Une déclaration diplomatique à propos d’une Palme d’or honorifique remise sur fond de polémique. Depuis la semaine dernière, une pétition signée par quelque 25 000 personnes s’oppose à ce que l’acteur français soit honoré à Cannes. L’association américaine Women and Hollywood accuse notamment Alain Delon d’avoir tenu dans le passé des propos « racistes, homophobes et misogynes ». Pure invention, a soutenu l’acteur dans les médias.

C’est plutôt grâce aux femmes, a-t-il tenu à préciser hier, qu’il a pu faire carrière dans le cinéma. « Si je n’avais pas rencontré les femmes que j’ai rencontrées, dit-il, il y a très longtemps que je serais mort. »

« Ce sont les femmes qui m’ont aimé, qui m’ont fait faire ce métier, qui ont voulu que je le fasse et qui se sont battues pour que je le fasse. » — Alain Delon

Il n’a pas été question cependant de celles qu’il a giflées, de son propre aveu…

« Alain Delon n’a pas peur de déplaire, n’a pas peur de se tromper, a déclaré Thierry Frémaux hier soir, juste avant de lui remettre sa Palme d’or. Le Festival sera toujours du côté des artistes. »

À 83 ans, toujours fringant, la chevelure généreuse et le sourire enjôleur, l’acteur ne fait pas son âge. Lorsqu’il parle des femmes qui l’ont soutenu depuis ses débuts, en revanche, il semble bien de son époque. « Elles avaient 4, 5 ou 10 ans de plus que moi. Je n’ai pas appelé la police lorsqu’elles m’ont sauté dessus ! »

C’est l’actrice française Brigitte Auber, sa flamme du moment, qui l’a invité pour la première fois à Cannes, en 1956, avant même qu’il ne soit acteur. « Je n’étais rien, dit-il. J’arrivais de Saïgon et je ne connaissais personne. » Il s’était engagé dans l’armée, à 17 ans, en Indochine, où il s’était lié d’amitié avec un certain Jean-Marie Le Pen, resté un ami depuis. Delon se défend cependant d’être d’extrême droite, même s’il s’oppose notamment à l’adoption d’enfants par des couples homosexuels.

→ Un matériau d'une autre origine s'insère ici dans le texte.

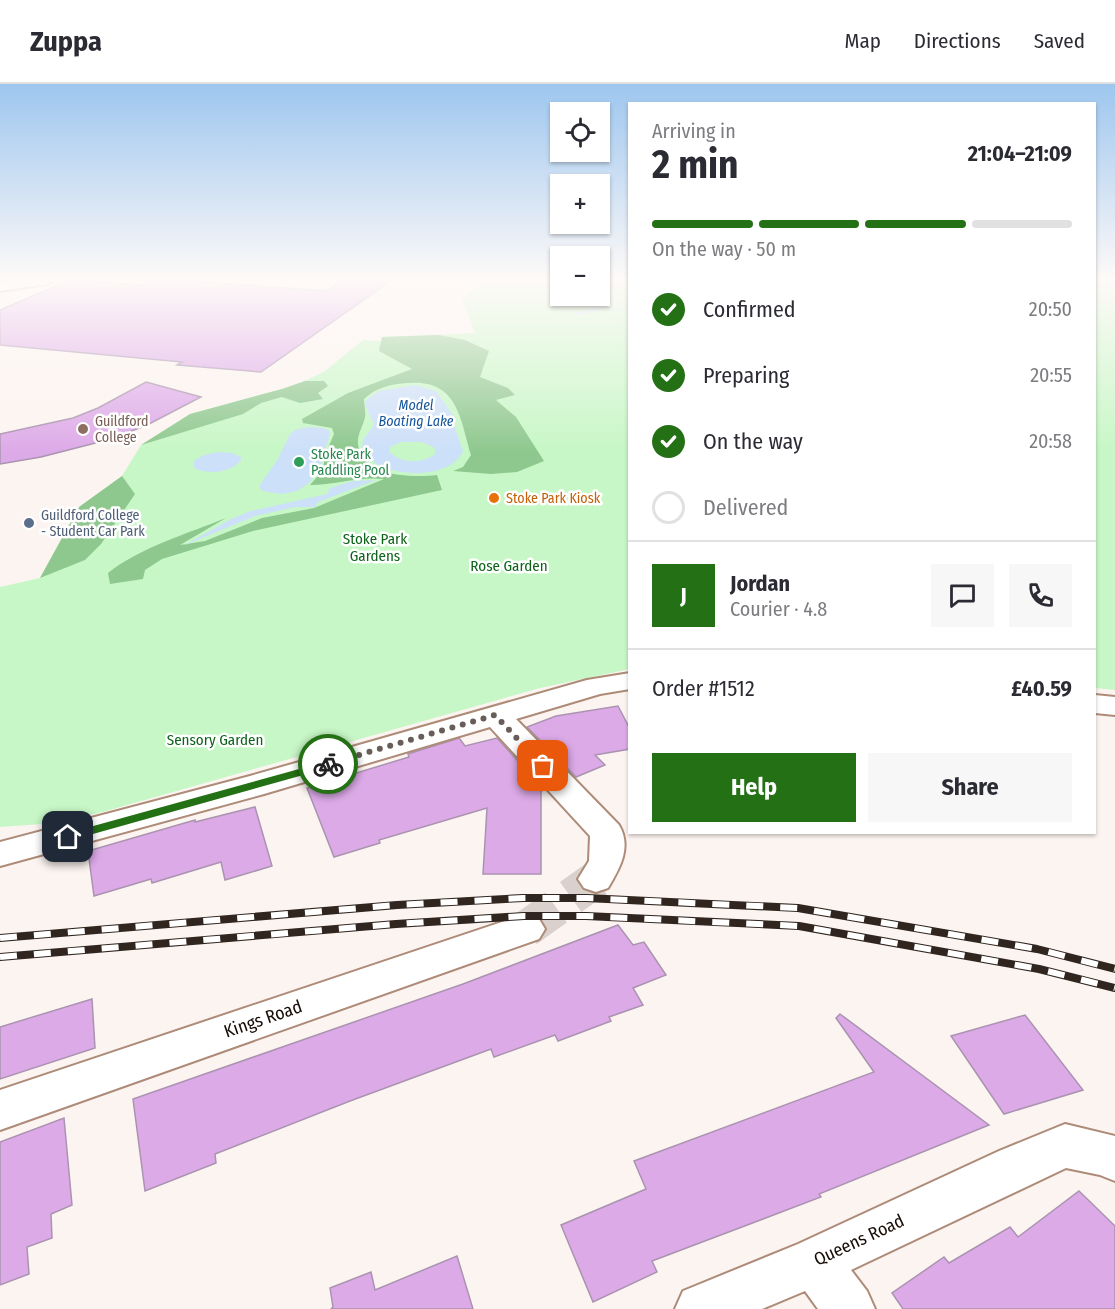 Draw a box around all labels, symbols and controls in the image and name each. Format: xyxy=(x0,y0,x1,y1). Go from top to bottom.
text: Zuppa xyxy=(30,25,102,58)
text: Map xyxy=(844,28,881,54)
text: Directions xyxy=(914,28,1001,54)
text: Saved xyxy=(1034,28,1085,54)
map controls xyxy=(550,102,610,306)
button: locate xyxy=(550,102,610,162)
text: Arriving in xyxy=(652,119,736,143)
text: 21:04–21:09 xyxy=(968,140,1072,167)
text: 2 min xyxy=(652,142,738,188)
button: + xyxy=(550,174,610,234)
text: On the way · 50 m xyxy=(652,237,796,261)
button: − xyxy=(550,246,610,306)
icon: check xyxy=(652,293,685,326)
text: Confirmed xyxy=(703,296,796,323)
text: 20:50 xyxy=(1029,297,1072,321)
icon: check xyxy=(652,359,685,392)
text: Preparing xyxy=(703,362,789,389)
text: 20:55 xyxy=(1030,363,1072,387)
water label: Model Boating Lake xyxy=(379,397,454,430)
place label: Guildford College xyxy=(95,413,149,446)
marker: Guildford College xyxy=(76,422,90,436)
icon: check xyxy=(652,425,685,458)
text: On the way xyxy=(703,428,803,455)
text: 20:58 xyxy=(1029,429,1072,453)
place label: Stoke Park Paddling Pool xyxy=(311,446,390,479)
marker: Stoke Park Paddling Pool xyxy=(292,455,306,469)
place label: Stoke Park Kiosk xyxy=(506,490,601,507)
marker: Stoke Park Kiosk xyxy=(487,491,501,505)
text: Delivered xyxy=(703,494,788,521)
place label: Guildford College - Student Car Park xyxy=(41,507,145,540)
marker: Guildford College - Student Car Park xyxy=(22,516,36,530)
park label: Stoke Park Gardens xyxy=(343,530,407,565)
park label: Rose Garden xyxy=(470,557,548,575)
button: chat xyxy=(931,564,994,627)
button: phone xyxy=(1009,564,1072,627)
text: Jordan xyxy=(730,570,790,597)
text: J xyxy=(680,582,687,609)
text: Courier · 4.8 xyxy=(730,597,827,621)
text: Order #1512 xyxy=(652,675,755,702)
text: £40.59 xyxy=(1011,675,1072,702)
park label: Sensory Garden xyxy=(167,731,263,749)
courier xyxy=(298,734,358,794)
pin xyxy=(517,740,568,791)
icon: bike xyxy=(312,748,345,781)
icon: bag xyxy=(526,749,559,782)
button: Help xyxy=(652,753,856,822)
button: Share xyxy=(868,753,1072,822)
pin xyxy=(42,811,93,862)
icon: home xyxy=(51,820,84,853)
street label: Kings Road xyxy=(221,995,305,1043)
street label: Queens Road xyxy=(810,1209,908,1271) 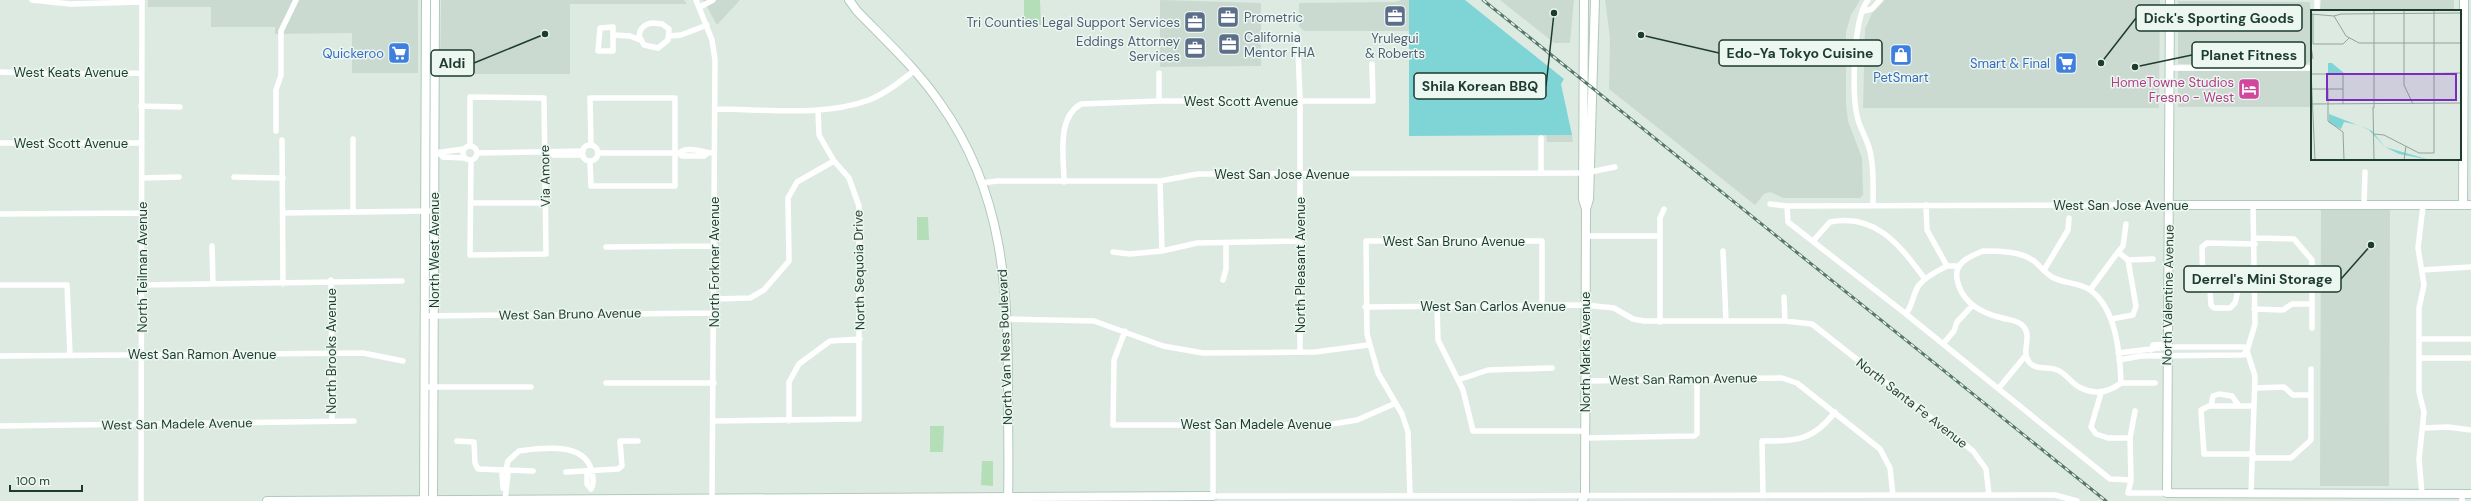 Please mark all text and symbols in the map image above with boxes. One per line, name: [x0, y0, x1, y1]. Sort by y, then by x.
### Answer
office icon: Yrulegui & Roberts: [1382, 3, 1408, 29]
office icon: Prometric: [1215, 4, 1241, 30]
callout: Dick's Sporting Goods: [2136, 5, 2302, 31]
office icon: Tri Counties Legal Support Services: [1182, 9, 1208, 35]
place label: Prometric: [1244, 9, 1303, 26]
text: Dick's Sporting Goods: [2144, 9, 2294, 27]
inset map: [2311, 10, 2461, 160]
place label: Tri Counties Legal Support Services: [967, 14, 1180, 31]
place label: California Mentor FHA: [1244, 29, 1315, 61]
place label: Yrulegui & Roberts: [1365, 30, 1425, 62]
office icon: California Mentor FHA: [1216, 31, 1242, 57]
place label: Eddings Attorney Services: [1076, 33, 1180, 65]
office icon: Eddings Attorney Services: [1182, 35, 1208, 61]
supermarket icon: Quickeroo: [386, 40, 412, 66]
callout: Edo-Ya Tokyo Cuisine: [1719, 40, 1882, 66]
shop icon: PetSmart: [1888, 42, 1914, 68]
callout: Planet Fitness: [2192, 42, 2305, 68]
text: Edo-Ya Tokyo Cuisine: [1727, 44, 1873, 62]
place label: Quickeroo: [322, 45, 384, 62]
text: Planet Fitness: [2201, 46, 2297, 64]
callout: Aldi: [431, 50, 474, 76]
supermarket icon: Smart & Final: [2053, 50, 2079, 76]
text: Aldi: [439, 54, 465, 72]
place label: Smart & Final: [1970, 55, 2050, 72]
street label: West Keats Avenue: [14, 64, 128, 81]
place label: PetSmart: [1873, 69, 1929, 86]
callout: Shila Korean BBQ: [1414, 73, 1546, 99]
place label: HomeTowne Studios Fresno - West: [2111, 74, 2234, 106]
hotel icon: HomeTowne Studios Fresno - West: [2236, 76, 2262, 102]
text: Shila Korean BBQ: [1422, 77, 1538, 95]
street label: West Scott Avenue: [1184, 93, 1298, 110]
street label: West Scott Avenue: [14, 135, 128, 152]
street label: Via Amore: [536, 145, 554, 207]
street label: West San Jose Avenue: [1214, 166, 1350, 183]
street label: North West Avenue: [426, 192, 443, 308]
street label: North Forkner Avenue: [706, 197, 723, 327]
street label: North Pleasant Avenue: [1292, 197, 1309, 333]
street label: West San Jose Avenue: [2053, 197, 2189, 214]
street label: North Teilman Avenue: [134, 202, 151, 332]
street label: North Sequoia Drive: [849, 210, 869, 330]
street label: North Valentine Avenue: [2158, 224, 2178, 366]
street label: West San Bruno Avenue: [1383, 233, 1525, 250]
callout: Derrel's Mini Storage: [2184, 266, 2341, 292]
street label: North Van Ness Boulevard: [994, 269, 1016, 425]
text: Derrel's Mini Storage: [2192, 270, 2332, 288]
street label: North Brooks Avenue: [323, 288, 340, 414]
street label: North Marks Avenue: [1577, 292, 1594, 412]
street label: West San Carlos Avenue: [1420, 298, 1566, 315]
street label: West San Bruno Avenue: [499, 304, 641, 324]
street label: West San Ramon Avenue: [128, 346, 276, 363]
street label: North Santa Fe Avenue: [1853, 354, 1971, 452]
street label: West San Ramon Avenue: [1609, 369, 1757, 389]
street label: West San Madele Avenue: [101, 414, 253, 434]
street label: West San Madele Avenue: [1180, 416, 1332, 433]
scale bar: [10, 467, 82, 493]
text: 100 m: [16, 473, 50, 489]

Alain Delon est devenu acteur « par accident », précise-t-il. Dès 1960, Plein soleil, de René Clément, en a fait une vedette instantanée sur la scène internationale, à 25 ans, dans un rôle qui ne lui était pas destiné, mais qu’il a obtenu à l’arraché. Il dit n’avoir jamais eu à jouer la comédie.

Le cinéaste Yves Allégret lui a donné, sur son premier tournage, ce conseil qu’il a toujours suivi : « Regarde comme tu regardes, parle comme tu parles, écoute comme tu écoutes. Sois toi et ne joue surtout pas. Vis ! »

Alain Delon a présenté sept films en compétition à Cannes, dont L’éclipse, de Michelangelo Antonioni (Prix du jury en 1962), et Le guépard, de Luchino Visconti (Palme d’or en 1963), mais n’a jamais remporté de prix d’interprétation. Après la présentation d’un extrait de Rocco et ses frères, de Visconti, hier, il a essuyé une larme en pensant à la regrettée Annie Girardot. « Je n’étais pas venu pour chialer », a-t-il avoué.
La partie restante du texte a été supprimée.